Nas horas após sua morte, muitos esperavam que Kennedy seria enterrado no terreno da família Kennedy no cemitério de Holyhood em Brookline. Mas, em um esforço para torná-lo mais acessível ao público americano, sua família e conselheiros escolheram o Cemitério Nacional de Arlington.

“Ele pertence ao povo”, disse Jackie Kennedy na época.

Em três anos, mais de 16 milhões de pessoas visitaram o túmulo, quase o mesmo número que visitam a Disneylândia anualmente. O cemitério agora recebe quase 4 milhões de visitantes anuais, e a maioria visita o memorial Kennedy.

Na quarta-feira, estava o gerente do hotel de Manhattan, cujo pai lhe contava histórias sobre Jack Kennedy. Lá estava o professor de Maryland, contando a seus alunos sobre onde ele estava quando Kennedy morreu. Houve o caçador de cervos da Flórida que viu sua avó chorar pela primeira vez quando o funeral de Kennedy apareceu na televisão.

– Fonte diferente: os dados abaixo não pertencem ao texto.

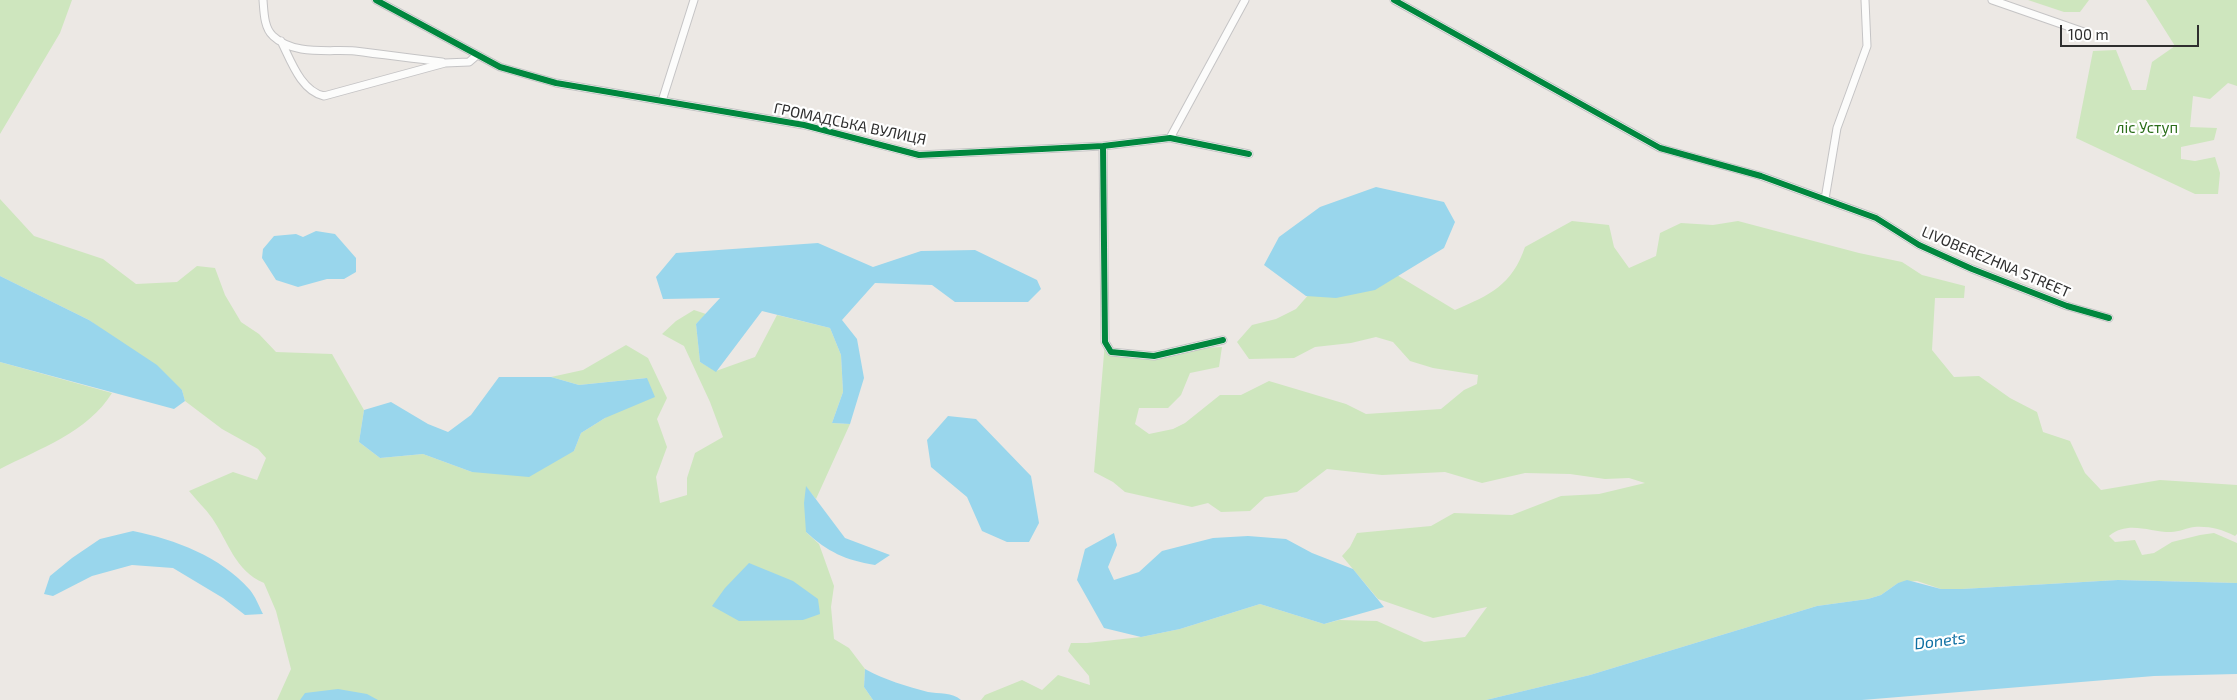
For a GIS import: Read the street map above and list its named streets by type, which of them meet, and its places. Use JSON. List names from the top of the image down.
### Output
{
  "streets": {
    "street": ["ГРОМАДСЬКА ВУЛИЦЯ", "LIVOBEREZHNA STREET"]
  },
  "water": ["Donets"],
  "parks": ["ліс Уступ"],
  "scale_bar": "100 m"
}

Havia bebês em carrinhos e velhos com bengalas. Eles usavam chapéus de inverno e bonés dos Red Sox. Alguns vieram para comemorar o 50º ano desde o assassinato. Outros simplesmente se sentiram atraídos pela história Kennedy, a mística.

“Isso deixou uma marca indelével em nossas vidas”, disse Elizabeth Novack, uma superintendente de escola de 60 anos de Anaheim, Califórnia. “Não sei como alguém poderia estar aqui e não sentir algo no seu íntimo sobre quem nós são como americanos. ”

Janice Hemming, uma senhora de 71 anos de Rexburg, Idaho, desanimou ao falar sobre seu amor pelo país. Euthimios Theotokatos, um jovem de 29 anos de Yonkers, N.Y., veio deixar uma pequena imagem da Virgem Maria sobre o túmulo de Kennedy.

As comparações com presidentes modernos são quase injustas. Kennedy e sua Casa Branca estão congelados no tempo nas mentes dos americanos, em uma presidência com menos de três anos.

“É uma história que nunca termina”, disse Brian Horais, um aposentado do governo de 64 anos de Knoxville, Tennessee. “Portanto, há muita natureza mágica nisso.”

Clinton idolatrava Kennedy e apertou sua mão durante uma viagem à Casa Branca quando era adolescente. Para Obama, Kennedy ajudou a impulsionar o movimento pelos direitos civis, muitos dos sonhos dos quais foram realizados quando o primeiro presidente negro foi eleito em 2008.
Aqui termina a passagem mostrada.